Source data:
——
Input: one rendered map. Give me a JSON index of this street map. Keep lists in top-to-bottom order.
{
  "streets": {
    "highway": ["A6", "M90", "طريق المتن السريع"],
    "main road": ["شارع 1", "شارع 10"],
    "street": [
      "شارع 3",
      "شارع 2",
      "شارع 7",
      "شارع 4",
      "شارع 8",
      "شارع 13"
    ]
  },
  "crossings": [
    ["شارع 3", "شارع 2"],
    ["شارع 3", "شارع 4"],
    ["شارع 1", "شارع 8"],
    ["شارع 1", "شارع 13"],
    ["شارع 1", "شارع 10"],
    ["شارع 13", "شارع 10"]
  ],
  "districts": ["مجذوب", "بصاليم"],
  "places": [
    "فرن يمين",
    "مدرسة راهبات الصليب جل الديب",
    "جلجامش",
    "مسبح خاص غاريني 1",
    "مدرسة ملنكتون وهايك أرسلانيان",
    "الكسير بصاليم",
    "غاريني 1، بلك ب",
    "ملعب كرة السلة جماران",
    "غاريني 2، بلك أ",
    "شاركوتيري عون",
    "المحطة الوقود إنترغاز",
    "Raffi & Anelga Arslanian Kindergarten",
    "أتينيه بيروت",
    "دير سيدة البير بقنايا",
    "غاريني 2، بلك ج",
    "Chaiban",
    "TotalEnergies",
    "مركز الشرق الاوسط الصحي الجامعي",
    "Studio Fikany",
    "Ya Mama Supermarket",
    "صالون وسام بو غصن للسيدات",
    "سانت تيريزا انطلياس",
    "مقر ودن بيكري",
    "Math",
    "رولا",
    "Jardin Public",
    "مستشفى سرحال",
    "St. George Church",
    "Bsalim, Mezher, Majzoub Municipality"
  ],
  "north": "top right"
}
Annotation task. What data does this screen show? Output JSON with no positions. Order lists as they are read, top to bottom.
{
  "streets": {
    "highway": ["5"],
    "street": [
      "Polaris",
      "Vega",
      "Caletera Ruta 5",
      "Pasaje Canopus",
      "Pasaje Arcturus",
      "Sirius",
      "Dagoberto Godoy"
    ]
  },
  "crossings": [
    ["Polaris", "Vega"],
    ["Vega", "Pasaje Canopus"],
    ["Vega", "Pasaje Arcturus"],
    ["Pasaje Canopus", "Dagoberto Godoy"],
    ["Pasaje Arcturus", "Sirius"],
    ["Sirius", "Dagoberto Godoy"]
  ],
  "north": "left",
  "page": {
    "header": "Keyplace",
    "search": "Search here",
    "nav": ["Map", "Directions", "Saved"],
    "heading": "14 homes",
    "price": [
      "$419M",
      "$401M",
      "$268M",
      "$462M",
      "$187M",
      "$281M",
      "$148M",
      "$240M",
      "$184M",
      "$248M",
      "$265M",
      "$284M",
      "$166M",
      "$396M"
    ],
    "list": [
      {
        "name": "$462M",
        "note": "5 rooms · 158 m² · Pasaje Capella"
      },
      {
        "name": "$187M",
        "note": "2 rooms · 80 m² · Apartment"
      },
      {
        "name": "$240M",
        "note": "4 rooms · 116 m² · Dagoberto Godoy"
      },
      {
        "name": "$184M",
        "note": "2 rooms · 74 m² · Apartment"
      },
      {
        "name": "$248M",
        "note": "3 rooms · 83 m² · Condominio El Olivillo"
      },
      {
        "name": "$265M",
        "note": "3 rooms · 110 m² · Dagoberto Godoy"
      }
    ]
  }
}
——
Return all of the data above, keeping every line exactly as it appears.

**Task answer:**
Input: one rendered map. Give me a JSON index of this street map. Keep lists in top-to-bottom order.
{
  "streets": {
    "highway": ["A6", "M90", "طريق المتن السريع"],
    "main road": ["شارع 1", "شارع 10"],
    "street": [
      "شارع 3",
      "شارع 2",
      "شارع 7",
      "شارع 4",
      "شارع 8",
      "شارع 13"
    ]
  },
  "crossings": [
    ["شارع 3", "شارع 2"],
    ["شارع 3", "شارع 4"],
    ["شارع 1", "شارع 8"],
    ["شارع 1", "شارع 13"],
    ["شارع 1", "شارع 10"],
    ["شارع 13", "شارع 10"]
  ],
  "districts": ["مجذوب", "بصاليم"],
  "places": [
    "فرن يمين",
    "مدرسة راهبات الصليب جل الديب",
    "جلجامش",
    "مسبح خاص غاريني 1",
    "مدرسة ملنكتون وهايك أرسلانيان",
    "الكسير بصاليم",
    "غاريني 1، بلك ب",
    "ملعب كرة السلة جماران",
    "غاريني 2، بلك أ",
    "شاركوتيري عون",
    "المحطة الوقود إنترغاز",
    "Raffi & Anelga Arslanian Kindergarten",
    "أتينيه بيروت",
    "دير سيدة البير بقنايا",
    "غاريني 2، بلك ج",
    "Chaiban",
    "TotalEnergies",
    "مركز الشرق الاوسط الصحي الجامعي",
    "Studio Fikany",
    "Ya Mama Supermarket",
    "صالون وسام بو غصن للسيدات",
    "سانت تيريزا انطلياس",
    "مقر ودن بيكري",
    "Math",
    "رولا",
    "Jardin Public",
    "مستشفى سرحال",
    "St. George Church",
    "Bsalim, Mezher, Majzoub Municipality"
  ],
  "north": "top right"
}
Annotation task. What data does this screen show? Output JSON with no positions. Order lists as they are read, top to bottom.
{
  "streets": {
    "highway": ["5"],
    "street": [
      "Polaris",
      "Vega",
      "Caletera Ruta 5",
      "Pasaje Canopus",
      "Pasaje Arcturus",
      "Sirius",
      "Dagoberto Godoy"
    ]
  },
  "crossings": [
    ["Polaris", "Vega"],
    ["Vega", "Pasaje Canopus"],
    ["Vega", "Pasaje Arcturus"],
    ["Pasaje Canopus", "Dagoberto Godoy"],
    ["Pasaje Arcturus", "Sirius"],
    ["Sirius", "Dagoberto Godoy"]
  ],
  "north": "left",
  "page": {
    "header": "Keyplace",
    "search": "Search here",
    "nav": ["Map", "Directions", "Saved"],
    "heading": "14 homes",
    "price": [
      "$419M",
      "$401M",
      "$268M",
      "$462M",
      "$187M",
      "$281M",
      "$148M",
      "$240M",
      "$184M",
      "$248M",
      "$265M",
      "$284M",
      "$166M",
      "$396M"
    ],
    "list": [
      {
        "name": "$462M",
        "note": "5 rooms · 158 m² · Pasaje Capella"
      },
      {
        "name": "$187M",
        "note": "2 rooms · 80 m² · Apartment"
      },
      {
        "name": "$240M",
        "note": "4 rooms · 116 m² · Dagoberto Godoy"
      },
      {
        "name": "$184M",
        "note": "2 rooms · 74 m² · Apartment"
      },
      {
        "name": "$248M",
        "note": "3 rooms · 83 m² · Condominio El Olivillo"
      },
      {
        "name": "$265M",
        "note": "3 rooms · 110 m² · Dagoberto Godoy"
      }
    ]
  }
}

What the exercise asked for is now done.